Le esplosioni iniziarono a risuonare sempre più forti, sempre più vicine alla scuola. Gli alunni della ‘Crispi’ stavano ancora scendendo verso il rifugio quando una bomba centrò la scuola infilandosi proprio nella tromba delle scale, che venne sventrata dallo scoppio insieme a un’intera ala dell’edificio.
Negli stessi momenti, le bombe caddero su tutto il quartiere, scatenando un inferno di fuoco che durò infiniti minuti.

Quando il polverone dei crolli si posò, agli occhi dei superstiti si presentarono scene agghiaccianti: edifici rasi al suolo, sventrati e in fiamme, montagne di macerie fumanti, ovunque cadaveri e pezzi di corpi, tram ribaltati pieni di morti, binari divelti, alberi abbattuti, cavalli senza vita ancora attaccati ai carretti.

Il surreale silenzio seguito alle esplosioni lasciò presto il posto a uno straziante frastuono di pianti e grida disumane. Nonostante la devastazione generale, tutto il quartiere si ritrovò attorno alla scuola crollata, perché lì c’erano i figli di tutti. Scavando disperatamente tra le rovine della ‘Crispi’, con le mani e con le vanghe, vennero recuperati i corpi straziati e senza vita di quasi duecento bambini. Di alcuni non rimaneva più nulla. Pochi miracolati furono estratti ancora vivi.

Nelle ore e nei giorni successivi, vennero estratte da sotto le macerie degli altri edifici bombardati nel quartiere altre centinaia di cadaveri, tutti civili. In quel tragico 20 ottobre di 66 anni fa, Gorla perse altri cinquecento abitanti, oltre ai duecento bambini della ‘Crispi’.

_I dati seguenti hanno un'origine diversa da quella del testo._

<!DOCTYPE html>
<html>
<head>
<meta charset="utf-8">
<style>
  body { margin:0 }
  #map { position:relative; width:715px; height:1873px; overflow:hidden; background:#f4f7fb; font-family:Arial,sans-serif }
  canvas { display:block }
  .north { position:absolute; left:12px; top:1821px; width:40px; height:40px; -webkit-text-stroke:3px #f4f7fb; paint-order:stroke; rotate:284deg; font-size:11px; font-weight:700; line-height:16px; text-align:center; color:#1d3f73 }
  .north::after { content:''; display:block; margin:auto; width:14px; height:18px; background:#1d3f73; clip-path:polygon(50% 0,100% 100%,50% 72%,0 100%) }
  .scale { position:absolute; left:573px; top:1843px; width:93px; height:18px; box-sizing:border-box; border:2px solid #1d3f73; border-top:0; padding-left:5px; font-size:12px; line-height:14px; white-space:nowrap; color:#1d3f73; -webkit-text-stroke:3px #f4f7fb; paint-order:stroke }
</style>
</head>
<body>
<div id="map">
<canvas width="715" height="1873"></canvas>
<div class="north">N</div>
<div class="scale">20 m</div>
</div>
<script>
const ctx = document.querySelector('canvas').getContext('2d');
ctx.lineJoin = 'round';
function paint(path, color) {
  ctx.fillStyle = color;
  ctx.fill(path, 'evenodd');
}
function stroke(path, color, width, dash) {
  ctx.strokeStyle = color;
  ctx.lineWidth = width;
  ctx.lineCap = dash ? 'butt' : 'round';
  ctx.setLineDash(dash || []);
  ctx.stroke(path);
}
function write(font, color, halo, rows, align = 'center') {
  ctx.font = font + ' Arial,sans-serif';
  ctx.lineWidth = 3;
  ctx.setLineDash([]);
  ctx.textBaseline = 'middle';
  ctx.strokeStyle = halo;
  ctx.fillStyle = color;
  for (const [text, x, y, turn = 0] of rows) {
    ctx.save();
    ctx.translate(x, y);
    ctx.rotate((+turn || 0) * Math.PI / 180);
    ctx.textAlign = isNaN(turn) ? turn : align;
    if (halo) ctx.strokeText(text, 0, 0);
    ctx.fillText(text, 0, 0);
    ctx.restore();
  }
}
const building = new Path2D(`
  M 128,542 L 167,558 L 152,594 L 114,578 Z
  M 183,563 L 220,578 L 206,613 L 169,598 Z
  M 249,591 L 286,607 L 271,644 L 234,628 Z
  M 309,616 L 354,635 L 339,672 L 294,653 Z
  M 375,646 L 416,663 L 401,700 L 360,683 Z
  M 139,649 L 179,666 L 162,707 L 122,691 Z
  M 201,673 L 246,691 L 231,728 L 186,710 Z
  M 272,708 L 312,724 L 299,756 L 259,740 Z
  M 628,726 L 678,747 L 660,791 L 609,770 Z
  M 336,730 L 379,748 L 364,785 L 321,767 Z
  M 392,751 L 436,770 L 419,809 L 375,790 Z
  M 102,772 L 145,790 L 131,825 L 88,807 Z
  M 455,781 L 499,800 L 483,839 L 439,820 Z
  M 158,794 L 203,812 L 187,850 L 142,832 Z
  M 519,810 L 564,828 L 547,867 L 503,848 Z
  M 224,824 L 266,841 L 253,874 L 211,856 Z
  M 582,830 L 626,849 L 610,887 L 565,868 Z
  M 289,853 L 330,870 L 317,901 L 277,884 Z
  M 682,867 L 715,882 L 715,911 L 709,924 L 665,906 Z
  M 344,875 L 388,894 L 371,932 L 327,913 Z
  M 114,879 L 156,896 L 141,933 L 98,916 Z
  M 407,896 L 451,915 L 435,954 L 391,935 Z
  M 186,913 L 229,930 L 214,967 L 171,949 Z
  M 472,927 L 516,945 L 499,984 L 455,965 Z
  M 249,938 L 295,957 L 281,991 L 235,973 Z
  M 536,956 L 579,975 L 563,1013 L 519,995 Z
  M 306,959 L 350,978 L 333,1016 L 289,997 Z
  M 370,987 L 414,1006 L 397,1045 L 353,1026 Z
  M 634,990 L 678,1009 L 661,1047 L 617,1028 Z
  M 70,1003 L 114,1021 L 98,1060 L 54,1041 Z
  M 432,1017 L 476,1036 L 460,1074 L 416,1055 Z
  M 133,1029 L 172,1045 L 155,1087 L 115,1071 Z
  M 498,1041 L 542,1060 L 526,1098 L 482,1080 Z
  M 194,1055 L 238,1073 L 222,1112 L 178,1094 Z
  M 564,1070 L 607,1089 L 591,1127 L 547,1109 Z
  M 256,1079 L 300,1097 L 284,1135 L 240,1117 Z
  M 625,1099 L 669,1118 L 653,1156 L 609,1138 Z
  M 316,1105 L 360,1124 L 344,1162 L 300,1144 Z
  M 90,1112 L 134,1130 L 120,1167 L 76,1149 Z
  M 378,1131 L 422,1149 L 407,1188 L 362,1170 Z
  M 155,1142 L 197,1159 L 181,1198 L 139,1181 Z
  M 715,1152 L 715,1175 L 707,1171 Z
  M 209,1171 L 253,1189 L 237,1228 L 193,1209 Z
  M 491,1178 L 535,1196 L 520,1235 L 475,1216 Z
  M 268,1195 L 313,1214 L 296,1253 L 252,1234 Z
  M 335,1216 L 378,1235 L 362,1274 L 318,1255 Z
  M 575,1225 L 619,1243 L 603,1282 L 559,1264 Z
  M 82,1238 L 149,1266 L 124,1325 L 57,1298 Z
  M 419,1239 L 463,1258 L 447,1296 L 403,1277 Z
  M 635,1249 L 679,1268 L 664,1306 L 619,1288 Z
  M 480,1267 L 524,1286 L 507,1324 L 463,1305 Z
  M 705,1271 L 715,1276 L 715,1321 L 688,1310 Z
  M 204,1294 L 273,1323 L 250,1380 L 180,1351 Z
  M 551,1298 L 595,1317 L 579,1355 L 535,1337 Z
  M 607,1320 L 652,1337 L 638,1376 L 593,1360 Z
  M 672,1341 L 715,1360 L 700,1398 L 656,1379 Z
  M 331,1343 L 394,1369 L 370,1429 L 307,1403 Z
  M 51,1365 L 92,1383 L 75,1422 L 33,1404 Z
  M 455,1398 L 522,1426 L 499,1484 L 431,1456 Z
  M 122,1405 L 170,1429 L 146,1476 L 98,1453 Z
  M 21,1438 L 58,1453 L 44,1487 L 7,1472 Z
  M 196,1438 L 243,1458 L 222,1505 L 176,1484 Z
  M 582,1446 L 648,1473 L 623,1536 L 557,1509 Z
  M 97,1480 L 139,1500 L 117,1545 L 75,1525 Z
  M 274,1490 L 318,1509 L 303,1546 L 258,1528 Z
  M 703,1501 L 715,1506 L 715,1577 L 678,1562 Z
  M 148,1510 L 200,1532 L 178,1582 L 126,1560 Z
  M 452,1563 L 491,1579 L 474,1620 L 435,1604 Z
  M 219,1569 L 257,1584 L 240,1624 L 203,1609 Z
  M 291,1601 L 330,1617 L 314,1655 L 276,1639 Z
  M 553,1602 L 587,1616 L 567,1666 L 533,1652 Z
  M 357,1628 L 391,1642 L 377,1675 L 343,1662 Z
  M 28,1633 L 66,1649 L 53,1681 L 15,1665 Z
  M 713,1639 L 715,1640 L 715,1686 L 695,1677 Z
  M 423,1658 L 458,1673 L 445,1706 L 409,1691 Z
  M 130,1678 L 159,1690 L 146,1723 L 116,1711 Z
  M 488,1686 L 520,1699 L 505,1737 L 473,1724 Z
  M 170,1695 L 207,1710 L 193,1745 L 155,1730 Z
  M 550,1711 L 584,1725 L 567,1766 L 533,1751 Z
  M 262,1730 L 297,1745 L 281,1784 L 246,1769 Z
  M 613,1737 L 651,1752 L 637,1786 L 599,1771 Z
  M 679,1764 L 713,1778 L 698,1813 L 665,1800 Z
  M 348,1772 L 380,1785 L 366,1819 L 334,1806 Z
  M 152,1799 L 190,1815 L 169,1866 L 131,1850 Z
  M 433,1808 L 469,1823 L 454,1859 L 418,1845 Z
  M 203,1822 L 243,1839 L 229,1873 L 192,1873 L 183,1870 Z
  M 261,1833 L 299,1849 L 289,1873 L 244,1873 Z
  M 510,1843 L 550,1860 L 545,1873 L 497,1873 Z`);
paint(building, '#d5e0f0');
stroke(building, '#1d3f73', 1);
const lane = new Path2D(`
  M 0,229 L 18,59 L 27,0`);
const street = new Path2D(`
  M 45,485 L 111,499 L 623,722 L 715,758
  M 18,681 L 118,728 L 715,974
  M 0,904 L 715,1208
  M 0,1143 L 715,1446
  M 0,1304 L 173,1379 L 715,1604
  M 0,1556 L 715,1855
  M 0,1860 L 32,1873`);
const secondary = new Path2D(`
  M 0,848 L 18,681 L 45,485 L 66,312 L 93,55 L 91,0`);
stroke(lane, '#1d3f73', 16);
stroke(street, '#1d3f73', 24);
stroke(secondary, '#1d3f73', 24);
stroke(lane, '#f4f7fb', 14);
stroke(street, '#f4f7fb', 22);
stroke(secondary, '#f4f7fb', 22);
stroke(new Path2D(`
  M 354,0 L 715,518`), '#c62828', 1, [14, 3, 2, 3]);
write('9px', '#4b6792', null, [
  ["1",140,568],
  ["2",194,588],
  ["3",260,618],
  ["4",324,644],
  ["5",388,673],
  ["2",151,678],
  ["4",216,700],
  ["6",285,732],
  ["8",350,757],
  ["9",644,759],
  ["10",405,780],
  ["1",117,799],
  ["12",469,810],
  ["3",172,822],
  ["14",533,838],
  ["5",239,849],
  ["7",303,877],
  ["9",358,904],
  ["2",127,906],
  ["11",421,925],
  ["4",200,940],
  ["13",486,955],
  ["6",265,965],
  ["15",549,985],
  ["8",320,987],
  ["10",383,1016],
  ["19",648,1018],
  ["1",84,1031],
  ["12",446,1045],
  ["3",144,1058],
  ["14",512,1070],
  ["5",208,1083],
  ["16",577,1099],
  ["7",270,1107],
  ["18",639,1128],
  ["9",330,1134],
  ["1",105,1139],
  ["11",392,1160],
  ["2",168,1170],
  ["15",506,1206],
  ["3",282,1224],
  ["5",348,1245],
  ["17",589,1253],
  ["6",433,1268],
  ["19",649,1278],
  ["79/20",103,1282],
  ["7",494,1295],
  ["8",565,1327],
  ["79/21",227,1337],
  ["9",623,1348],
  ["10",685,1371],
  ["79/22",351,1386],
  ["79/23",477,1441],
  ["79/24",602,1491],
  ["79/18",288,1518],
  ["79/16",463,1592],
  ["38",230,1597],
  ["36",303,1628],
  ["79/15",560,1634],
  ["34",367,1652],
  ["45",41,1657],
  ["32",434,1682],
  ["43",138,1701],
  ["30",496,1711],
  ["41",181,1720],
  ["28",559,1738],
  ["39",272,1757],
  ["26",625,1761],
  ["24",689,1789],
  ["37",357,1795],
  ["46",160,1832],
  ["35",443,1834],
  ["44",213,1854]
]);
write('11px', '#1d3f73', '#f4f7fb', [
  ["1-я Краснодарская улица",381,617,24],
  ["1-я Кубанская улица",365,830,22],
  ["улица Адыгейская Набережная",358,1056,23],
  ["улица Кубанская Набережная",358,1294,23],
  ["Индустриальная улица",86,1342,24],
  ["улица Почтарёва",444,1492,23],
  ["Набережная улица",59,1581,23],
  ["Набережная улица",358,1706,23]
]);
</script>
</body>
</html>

Nessun militare americano venne mai chiamato a rispondere di questo crimine di guerra davanti a un tribunale.
Nessun rappresentante del governo degli Stati Uniti ha mai chiesto scusa per quanto accaduto, né ha mai inviato un messaggio o una corona di fiori alle annuali celebrazioni pubbliche di commemorazione.

I ‘piccoli martiri di Gorla’ oggi riposano sotto un monumento-ossario eretto nel 1947 per volere dei loro genitori sul luogo in cui sorgeva la scuola. Sopra la statua di una madre piangente che sorregge il cadavere del suo bambino tra le sagome di due bombardieri, campeggia il monito ‘Ecco la guerra’.
Un monito di doloroso ripudio che la nostra Costituzione ha eretto a principio fondamentale, oggi ignorato e calpestato da una classe politica che ha dimenticato cos’è la guerra, cosa significa viverla dalla parte delle vittime, cosa vuol dire subire un bombardamento aereo, a Milano come a Belgrado, a Baghdad come a Kabul o in un qualsiasi villaggio afgano.